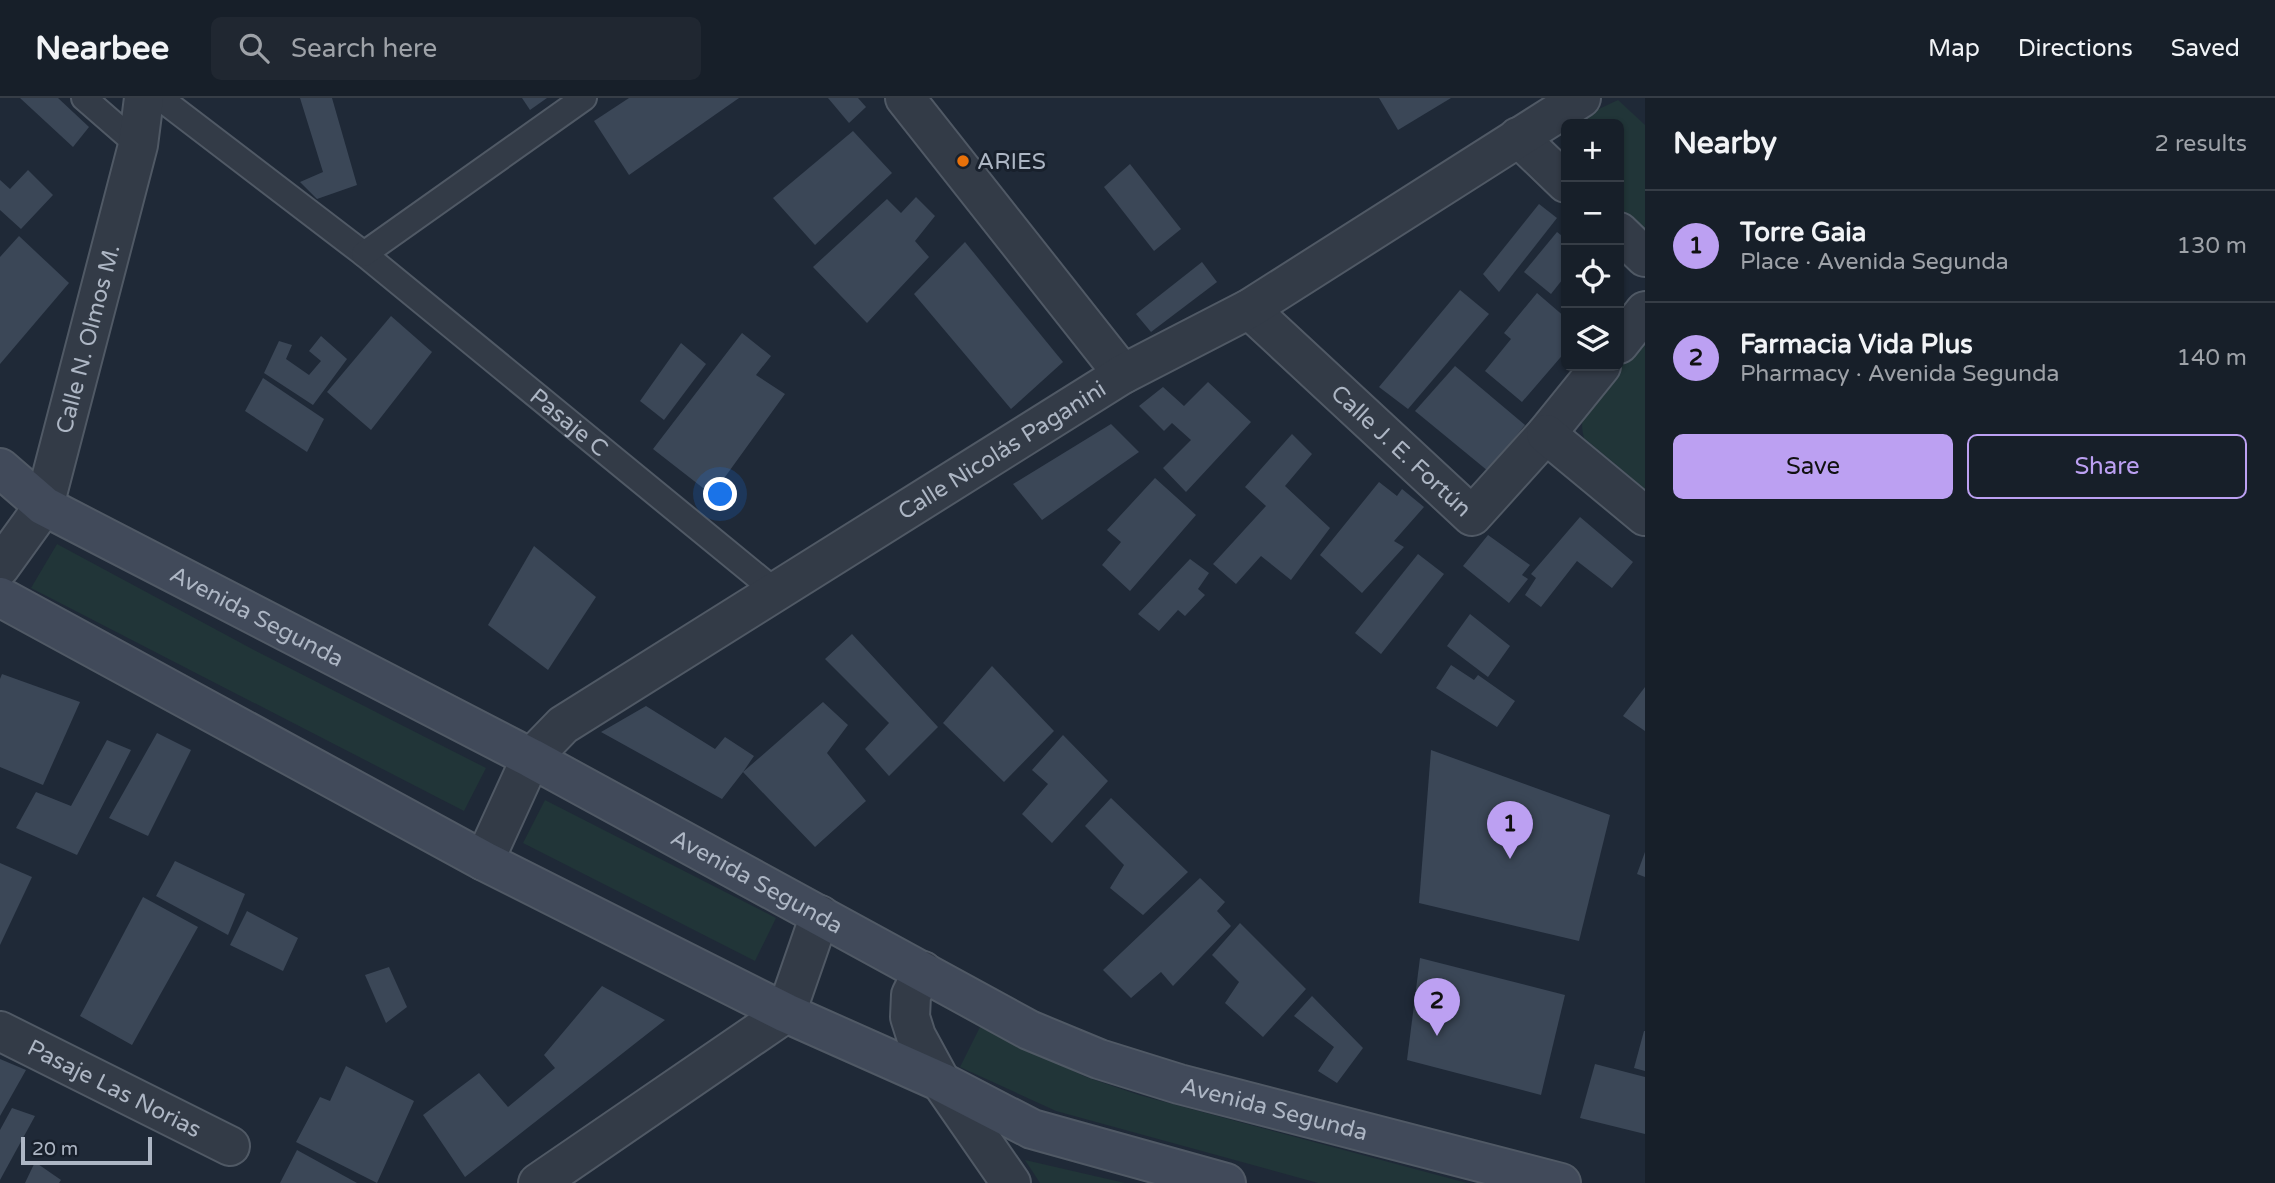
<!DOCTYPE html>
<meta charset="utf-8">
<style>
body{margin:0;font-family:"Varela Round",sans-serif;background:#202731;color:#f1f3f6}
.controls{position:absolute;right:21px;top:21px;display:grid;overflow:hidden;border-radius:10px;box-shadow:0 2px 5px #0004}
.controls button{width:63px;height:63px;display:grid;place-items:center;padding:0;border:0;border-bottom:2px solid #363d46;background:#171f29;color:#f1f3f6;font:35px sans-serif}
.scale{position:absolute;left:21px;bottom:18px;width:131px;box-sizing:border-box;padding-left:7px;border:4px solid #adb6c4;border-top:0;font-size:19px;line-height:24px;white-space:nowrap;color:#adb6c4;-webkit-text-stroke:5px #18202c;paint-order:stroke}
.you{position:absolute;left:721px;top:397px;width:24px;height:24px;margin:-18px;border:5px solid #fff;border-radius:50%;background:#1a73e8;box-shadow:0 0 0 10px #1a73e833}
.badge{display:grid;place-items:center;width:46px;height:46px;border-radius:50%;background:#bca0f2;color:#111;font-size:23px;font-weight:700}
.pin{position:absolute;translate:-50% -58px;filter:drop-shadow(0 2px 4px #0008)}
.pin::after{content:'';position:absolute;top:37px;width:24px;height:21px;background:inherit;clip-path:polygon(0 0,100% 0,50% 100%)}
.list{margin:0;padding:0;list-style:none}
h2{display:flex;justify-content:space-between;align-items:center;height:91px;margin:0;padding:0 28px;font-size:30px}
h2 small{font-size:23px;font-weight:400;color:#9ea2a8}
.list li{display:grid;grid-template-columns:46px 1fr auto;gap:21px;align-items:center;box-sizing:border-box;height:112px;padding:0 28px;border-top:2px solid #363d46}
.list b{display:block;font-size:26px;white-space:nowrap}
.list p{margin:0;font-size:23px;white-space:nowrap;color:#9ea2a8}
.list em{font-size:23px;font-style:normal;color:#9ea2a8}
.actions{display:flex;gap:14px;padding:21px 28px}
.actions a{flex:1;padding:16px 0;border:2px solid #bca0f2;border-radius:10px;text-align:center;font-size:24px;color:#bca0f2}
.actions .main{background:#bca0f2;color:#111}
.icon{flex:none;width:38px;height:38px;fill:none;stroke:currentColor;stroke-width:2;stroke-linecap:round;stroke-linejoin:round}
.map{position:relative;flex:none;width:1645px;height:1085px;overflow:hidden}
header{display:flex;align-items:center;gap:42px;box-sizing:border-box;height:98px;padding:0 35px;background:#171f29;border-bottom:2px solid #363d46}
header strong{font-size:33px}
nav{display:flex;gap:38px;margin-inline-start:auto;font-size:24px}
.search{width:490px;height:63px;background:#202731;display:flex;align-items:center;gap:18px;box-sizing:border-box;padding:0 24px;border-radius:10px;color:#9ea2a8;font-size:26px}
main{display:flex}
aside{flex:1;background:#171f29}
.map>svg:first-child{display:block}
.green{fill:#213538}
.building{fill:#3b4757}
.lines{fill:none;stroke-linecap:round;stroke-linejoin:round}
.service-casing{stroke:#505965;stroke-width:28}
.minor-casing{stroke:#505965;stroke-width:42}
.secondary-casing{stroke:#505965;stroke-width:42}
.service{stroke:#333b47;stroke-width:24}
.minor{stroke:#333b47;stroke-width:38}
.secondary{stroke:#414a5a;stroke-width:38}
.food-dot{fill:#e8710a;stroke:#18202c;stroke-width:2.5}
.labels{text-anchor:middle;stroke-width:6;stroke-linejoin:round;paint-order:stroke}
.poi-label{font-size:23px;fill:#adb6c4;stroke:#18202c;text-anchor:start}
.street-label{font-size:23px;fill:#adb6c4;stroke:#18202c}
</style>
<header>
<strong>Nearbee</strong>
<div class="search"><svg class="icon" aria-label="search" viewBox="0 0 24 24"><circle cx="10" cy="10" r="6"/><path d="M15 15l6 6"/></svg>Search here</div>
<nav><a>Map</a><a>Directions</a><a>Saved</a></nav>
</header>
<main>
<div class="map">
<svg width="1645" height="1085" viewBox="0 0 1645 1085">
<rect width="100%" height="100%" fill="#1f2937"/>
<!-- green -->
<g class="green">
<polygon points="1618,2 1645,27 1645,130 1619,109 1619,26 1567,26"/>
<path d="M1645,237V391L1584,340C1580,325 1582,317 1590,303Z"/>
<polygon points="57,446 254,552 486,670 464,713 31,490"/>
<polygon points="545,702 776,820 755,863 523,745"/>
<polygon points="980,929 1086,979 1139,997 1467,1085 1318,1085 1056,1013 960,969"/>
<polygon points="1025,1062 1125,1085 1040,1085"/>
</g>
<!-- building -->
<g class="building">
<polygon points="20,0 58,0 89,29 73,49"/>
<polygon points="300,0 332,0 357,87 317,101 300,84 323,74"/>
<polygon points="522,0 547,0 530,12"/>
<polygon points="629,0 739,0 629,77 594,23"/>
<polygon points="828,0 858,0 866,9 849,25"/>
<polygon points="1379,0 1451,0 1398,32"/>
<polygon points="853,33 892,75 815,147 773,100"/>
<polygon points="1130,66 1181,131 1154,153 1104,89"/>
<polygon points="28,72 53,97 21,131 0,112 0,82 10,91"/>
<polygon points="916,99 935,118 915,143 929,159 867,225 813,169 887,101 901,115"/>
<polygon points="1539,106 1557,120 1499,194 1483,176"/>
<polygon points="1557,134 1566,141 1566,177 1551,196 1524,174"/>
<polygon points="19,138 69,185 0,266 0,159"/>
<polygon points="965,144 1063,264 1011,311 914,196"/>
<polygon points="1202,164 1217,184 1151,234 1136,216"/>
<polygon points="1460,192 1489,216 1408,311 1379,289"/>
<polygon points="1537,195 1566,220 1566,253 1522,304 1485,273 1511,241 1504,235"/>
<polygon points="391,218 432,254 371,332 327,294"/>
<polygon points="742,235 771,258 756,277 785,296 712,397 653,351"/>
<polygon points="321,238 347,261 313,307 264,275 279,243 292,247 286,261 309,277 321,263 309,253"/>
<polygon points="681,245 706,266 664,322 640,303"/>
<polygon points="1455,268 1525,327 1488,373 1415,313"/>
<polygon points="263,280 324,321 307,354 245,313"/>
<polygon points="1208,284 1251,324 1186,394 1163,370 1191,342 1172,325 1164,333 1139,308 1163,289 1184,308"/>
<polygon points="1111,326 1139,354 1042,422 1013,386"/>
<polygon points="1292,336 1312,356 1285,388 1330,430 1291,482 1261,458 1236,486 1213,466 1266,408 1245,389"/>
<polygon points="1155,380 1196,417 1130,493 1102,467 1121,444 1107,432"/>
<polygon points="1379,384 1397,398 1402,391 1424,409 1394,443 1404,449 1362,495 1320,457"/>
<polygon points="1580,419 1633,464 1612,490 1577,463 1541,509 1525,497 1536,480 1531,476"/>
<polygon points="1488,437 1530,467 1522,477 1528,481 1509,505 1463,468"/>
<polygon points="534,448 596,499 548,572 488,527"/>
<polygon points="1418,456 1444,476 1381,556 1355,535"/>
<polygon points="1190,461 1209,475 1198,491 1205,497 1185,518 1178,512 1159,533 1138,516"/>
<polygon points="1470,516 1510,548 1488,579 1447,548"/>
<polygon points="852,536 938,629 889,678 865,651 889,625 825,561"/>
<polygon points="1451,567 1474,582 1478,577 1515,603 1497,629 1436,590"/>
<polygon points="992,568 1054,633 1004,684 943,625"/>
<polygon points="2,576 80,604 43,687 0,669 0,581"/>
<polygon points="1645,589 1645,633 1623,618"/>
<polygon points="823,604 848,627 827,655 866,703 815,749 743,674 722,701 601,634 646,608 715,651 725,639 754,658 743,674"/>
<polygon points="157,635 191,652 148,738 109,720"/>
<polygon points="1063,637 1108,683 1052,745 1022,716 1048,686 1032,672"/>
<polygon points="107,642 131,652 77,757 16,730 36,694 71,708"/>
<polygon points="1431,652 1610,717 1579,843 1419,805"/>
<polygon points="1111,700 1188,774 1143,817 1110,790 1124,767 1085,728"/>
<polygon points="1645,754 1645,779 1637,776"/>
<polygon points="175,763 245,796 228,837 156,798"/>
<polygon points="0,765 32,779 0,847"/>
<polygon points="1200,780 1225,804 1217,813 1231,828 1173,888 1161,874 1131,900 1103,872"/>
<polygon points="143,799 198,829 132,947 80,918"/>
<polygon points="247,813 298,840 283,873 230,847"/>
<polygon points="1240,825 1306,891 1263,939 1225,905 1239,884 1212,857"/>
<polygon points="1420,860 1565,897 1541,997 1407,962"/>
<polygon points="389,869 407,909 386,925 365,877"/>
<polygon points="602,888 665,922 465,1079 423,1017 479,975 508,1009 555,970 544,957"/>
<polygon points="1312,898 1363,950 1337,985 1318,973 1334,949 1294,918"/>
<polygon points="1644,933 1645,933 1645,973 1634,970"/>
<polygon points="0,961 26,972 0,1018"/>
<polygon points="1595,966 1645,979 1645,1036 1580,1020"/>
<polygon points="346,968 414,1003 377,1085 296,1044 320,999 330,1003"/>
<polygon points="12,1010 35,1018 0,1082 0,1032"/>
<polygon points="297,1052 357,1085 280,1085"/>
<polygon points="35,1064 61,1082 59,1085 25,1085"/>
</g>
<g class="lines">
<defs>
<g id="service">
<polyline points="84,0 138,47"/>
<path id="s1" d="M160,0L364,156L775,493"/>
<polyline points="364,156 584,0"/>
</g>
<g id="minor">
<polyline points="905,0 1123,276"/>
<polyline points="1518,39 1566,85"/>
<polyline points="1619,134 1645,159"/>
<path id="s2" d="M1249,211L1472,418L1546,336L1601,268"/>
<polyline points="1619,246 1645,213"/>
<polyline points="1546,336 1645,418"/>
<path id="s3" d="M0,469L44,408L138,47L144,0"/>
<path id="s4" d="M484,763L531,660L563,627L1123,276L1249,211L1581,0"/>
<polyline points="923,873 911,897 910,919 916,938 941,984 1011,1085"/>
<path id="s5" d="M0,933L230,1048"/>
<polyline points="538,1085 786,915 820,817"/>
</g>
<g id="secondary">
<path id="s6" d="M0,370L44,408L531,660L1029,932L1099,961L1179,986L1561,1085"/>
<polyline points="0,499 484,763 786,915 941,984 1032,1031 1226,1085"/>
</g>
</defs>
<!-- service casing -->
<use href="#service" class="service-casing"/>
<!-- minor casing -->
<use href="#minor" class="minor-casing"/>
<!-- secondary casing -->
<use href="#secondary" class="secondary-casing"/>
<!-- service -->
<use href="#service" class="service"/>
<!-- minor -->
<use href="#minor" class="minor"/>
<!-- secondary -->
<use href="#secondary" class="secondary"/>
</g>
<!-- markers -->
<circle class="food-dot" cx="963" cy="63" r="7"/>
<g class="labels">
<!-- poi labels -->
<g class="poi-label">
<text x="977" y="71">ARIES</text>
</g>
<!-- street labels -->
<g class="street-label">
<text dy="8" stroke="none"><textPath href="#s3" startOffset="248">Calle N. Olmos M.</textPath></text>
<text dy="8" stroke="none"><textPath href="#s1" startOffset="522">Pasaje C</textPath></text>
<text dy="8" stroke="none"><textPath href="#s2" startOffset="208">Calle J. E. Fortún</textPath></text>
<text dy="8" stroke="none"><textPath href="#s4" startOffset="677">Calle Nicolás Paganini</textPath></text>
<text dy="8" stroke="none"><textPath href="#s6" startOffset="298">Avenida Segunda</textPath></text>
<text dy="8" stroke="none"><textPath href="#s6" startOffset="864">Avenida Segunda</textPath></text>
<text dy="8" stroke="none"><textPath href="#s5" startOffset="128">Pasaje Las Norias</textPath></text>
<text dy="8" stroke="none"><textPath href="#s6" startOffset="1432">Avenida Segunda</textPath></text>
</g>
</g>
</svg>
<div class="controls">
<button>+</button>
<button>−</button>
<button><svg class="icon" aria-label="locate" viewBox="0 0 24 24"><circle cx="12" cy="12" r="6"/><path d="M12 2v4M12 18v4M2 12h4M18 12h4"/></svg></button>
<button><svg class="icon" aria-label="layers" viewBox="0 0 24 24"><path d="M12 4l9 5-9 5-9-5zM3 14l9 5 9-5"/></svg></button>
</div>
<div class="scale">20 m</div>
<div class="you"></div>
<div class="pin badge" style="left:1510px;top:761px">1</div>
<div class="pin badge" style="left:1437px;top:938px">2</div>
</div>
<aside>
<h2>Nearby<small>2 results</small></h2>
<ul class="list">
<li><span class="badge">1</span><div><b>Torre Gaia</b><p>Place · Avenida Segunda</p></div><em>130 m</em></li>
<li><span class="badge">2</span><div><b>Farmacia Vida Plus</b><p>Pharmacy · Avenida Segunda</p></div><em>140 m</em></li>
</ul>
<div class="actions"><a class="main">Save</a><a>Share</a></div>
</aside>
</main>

WHAT TO DO: Which of the lines above hold the string "nowrap"? Pick each of them out.

EXERCISE RESPONSE:
.scale{position:absolute;left:21px;bottom:18px;width:131px;box-sizing:border-box;padding-left:7px;border:4px solid #adb6c4;border-top:0;font-size:19px;line-height:24px;white-space:nowrap;color:#adb6c4;-webkit-text-stroke:5px #18202c;paint-order:stroke}
.list b{display:block;font-size:26px;white-space:nowrap}
.list p{margin:0;font-size:23px;white-space:nowrap;color:#9ea2a8}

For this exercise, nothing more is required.